The iron(III) complex [Fe(tpena)]2+ (tpena = N, N, N'-tris(2-pyridylmethyl)ethylendiamine- N'-acetate) undergoes irreversible O2-dependent N-demethylcarboxylation to afford [FeII(SBPy3)(MeCN)]2+ (SBPy3 = N, N-bis(2-pyridylmethyl)amine- N-ethyl-2-pyridine-2-aldimine), when irradiated with near-UV light. The loss of a mass equivalent to the glycyl group in a process involving consecutive C-C and C-N cleavages is documented by the measurement of the sequential production of CO2 and formaldehyde, respectively. Time-resolved UV-vis absorption, Mössbauer, EPR, and Raman spectroscopy have allowed the spectroscopic characterization of two iron-based intermediates along the pathway. The first of these, proposed to be a low-spin iron(II)-radical ligand complex, reacts with O2 in the rate-determining step to produce a putative alkylperoxide complex. DFT calculations suggest that this evolves into an Fe(IV)-oxo species, which can abstract a hydrogen atom from a cis methylene group of the ligand to give the second spectroscopically identified intermediate, a high-spin iron(III)-hydroxide of the product oxidized ligand, [FeIII(OH)(SBPy3)]2+. Reduction and exchange of the cohydroxo/water ligand produces the crystallographically characterized products [FeII(SBPy3)(X)]2+/3+, X = MeCN, [Zn(tpena)]+.

Directing a Non-Heme Iron(III)-Hydroperoxide Species on a Trifurcated Reactivity Pathway.

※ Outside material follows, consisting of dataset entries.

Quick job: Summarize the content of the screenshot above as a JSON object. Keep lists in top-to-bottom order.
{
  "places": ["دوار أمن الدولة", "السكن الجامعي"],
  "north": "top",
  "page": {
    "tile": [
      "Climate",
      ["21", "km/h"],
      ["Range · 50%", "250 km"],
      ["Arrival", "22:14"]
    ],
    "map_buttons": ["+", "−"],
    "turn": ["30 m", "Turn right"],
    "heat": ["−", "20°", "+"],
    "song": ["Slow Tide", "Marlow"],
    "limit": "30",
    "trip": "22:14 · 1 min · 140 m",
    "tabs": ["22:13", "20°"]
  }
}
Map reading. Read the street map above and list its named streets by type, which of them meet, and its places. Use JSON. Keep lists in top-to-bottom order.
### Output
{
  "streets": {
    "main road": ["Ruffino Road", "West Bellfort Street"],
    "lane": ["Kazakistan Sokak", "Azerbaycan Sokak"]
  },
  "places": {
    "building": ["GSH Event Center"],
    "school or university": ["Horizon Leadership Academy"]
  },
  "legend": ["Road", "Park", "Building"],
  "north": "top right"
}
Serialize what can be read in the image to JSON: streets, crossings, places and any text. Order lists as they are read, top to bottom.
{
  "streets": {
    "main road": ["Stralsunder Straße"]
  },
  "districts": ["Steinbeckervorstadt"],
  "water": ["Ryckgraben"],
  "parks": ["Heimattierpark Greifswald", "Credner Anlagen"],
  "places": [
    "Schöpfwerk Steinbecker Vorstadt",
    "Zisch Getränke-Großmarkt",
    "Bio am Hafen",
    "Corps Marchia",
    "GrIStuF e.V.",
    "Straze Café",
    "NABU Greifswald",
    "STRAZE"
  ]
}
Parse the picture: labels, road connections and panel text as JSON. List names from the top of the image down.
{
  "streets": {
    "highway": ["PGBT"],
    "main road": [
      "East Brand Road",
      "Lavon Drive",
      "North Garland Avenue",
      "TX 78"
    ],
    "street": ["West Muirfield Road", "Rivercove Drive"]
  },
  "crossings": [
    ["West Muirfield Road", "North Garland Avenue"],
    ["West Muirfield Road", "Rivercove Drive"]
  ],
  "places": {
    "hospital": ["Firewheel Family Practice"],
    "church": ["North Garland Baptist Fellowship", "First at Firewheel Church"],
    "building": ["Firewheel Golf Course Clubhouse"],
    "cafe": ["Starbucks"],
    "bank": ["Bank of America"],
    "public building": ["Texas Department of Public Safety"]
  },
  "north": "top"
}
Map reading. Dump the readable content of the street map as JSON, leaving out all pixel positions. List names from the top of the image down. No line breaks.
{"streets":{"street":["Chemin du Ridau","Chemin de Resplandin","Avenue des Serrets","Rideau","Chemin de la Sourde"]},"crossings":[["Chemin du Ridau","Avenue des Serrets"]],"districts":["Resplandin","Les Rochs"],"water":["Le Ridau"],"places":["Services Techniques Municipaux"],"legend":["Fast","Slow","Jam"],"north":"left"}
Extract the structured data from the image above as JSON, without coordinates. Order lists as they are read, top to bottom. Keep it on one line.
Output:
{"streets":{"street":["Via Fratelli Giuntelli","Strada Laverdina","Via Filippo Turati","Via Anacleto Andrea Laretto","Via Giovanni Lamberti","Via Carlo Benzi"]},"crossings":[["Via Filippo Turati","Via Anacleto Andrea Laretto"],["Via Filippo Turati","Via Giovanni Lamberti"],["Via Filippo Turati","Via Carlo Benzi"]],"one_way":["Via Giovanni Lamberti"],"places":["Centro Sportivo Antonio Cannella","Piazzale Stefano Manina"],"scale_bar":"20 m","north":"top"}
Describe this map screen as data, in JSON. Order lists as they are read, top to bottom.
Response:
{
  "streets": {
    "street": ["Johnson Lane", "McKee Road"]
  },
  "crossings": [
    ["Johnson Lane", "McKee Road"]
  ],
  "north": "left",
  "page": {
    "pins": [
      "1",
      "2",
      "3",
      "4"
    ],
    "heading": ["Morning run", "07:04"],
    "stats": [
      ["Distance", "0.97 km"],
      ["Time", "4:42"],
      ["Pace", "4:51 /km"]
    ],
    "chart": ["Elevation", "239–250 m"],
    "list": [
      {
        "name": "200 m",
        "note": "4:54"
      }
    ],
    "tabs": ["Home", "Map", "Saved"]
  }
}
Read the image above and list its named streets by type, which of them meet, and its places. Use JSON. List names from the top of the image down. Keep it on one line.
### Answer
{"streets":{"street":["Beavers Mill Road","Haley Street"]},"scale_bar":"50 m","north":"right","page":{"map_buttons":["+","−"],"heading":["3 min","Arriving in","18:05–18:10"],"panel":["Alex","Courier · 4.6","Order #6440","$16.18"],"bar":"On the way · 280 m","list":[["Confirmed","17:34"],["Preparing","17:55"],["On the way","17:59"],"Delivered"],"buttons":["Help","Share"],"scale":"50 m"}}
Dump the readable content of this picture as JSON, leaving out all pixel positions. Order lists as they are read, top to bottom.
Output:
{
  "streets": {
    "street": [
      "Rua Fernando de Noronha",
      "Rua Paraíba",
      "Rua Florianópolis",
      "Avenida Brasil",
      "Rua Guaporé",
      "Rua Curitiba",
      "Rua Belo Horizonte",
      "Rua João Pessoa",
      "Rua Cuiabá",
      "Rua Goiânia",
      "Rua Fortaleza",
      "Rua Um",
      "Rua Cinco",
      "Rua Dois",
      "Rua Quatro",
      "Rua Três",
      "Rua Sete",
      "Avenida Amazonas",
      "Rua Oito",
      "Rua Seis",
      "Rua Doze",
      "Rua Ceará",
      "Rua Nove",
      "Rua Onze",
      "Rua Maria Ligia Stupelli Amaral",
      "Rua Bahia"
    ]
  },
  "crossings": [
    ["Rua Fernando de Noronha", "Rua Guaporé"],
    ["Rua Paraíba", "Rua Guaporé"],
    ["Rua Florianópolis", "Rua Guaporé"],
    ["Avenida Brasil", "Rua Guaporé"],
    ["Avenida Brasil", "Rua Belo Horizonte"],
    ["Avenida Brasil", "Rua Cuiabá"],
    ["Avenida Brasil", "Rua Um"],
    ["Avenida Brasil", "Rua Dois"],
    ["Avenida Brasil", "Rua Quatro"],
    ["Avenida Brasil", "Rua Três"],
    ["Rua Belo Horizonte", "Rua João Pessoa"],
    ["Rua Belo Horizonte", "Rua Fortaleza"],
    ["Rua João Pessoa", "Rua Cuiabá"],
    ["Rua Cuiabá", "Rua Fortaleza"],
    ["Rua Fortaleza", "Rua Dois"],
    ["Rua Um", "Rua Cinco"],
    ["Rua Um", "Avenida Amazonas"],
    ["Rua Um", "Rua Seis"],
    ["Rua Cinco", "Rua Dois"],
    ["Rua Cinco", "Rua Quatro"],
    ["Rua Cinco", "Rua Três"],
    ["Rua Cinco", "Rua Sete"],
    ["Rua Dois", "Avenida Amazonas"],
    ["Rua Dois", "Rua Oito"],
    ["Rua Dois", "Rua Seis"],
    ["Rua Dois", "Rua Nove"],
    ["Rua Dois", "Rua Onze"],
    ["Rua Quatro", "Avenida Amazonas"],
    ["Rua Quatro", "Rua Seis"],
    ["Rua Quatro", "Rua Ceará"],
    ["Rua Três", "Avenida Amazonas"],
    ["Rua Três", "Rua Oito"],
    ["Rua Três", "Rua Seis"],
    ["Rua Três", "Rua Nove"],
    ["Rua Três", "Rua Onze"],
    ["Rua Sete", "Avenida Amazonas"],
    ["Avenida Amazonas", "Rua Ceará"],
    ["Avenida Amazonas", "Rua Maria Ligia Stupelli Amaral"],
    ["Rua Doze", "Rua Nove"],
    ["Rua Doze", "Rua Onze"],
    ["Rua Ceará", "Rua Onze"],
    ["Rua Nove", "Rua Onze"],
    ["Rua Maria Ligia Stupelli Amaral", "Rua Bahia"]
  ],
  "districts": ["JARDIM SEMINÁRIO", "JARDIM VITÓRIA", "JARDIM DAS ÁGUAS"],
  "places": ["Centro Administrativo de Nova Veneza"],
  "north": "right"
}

The reactivity of [FeIII (tpena)]2+ (tpena=N,N,N'-tris(2-pyridylmethyl)ethylenediamine-N'-acetate) as a catalyst for oxidation reactions depends on its ratio to the terminal oxidant H2 O2 and presence or absence of sacrificial substrates. The outcome can be switched between: 1) catalysed H2 O2 disproportionation, 2) selective catalytic oxidation of methanol or benzyl alcohol to the corresponding aldehyde, or 3) oxidative decomposition of the tpena ligand. A common mechanism is proposed involving homolytic O-O cleavage in the detected transient purple low-spin (S=1/2 ) [(tpenaH)FeIII O-OH]2+ . The resultant iron(IV) oxo and hydroxyl radical both participate in controllable hydrogen-atom transfer (HAT) reactions. Consistent with the presence of a weaker σ-donor carboxylate ligand, the most pronounced difference in the spectroscopic properties of [Fe(OOH)(tpenaH)]2+ and its conjugate base, [Fe(OO)(tpenaH)]+ , compared to non-heme iron(III) peroxide analogues supported by neutral multidentate N-only ligands, are slightly blue-shifted maxima of the visible absorption band assigned to ligand-to-metal charge-transfer (LMCT) transitions and, corroborating this, lower FeIII /FeII redox potentials for the pro-catalysts.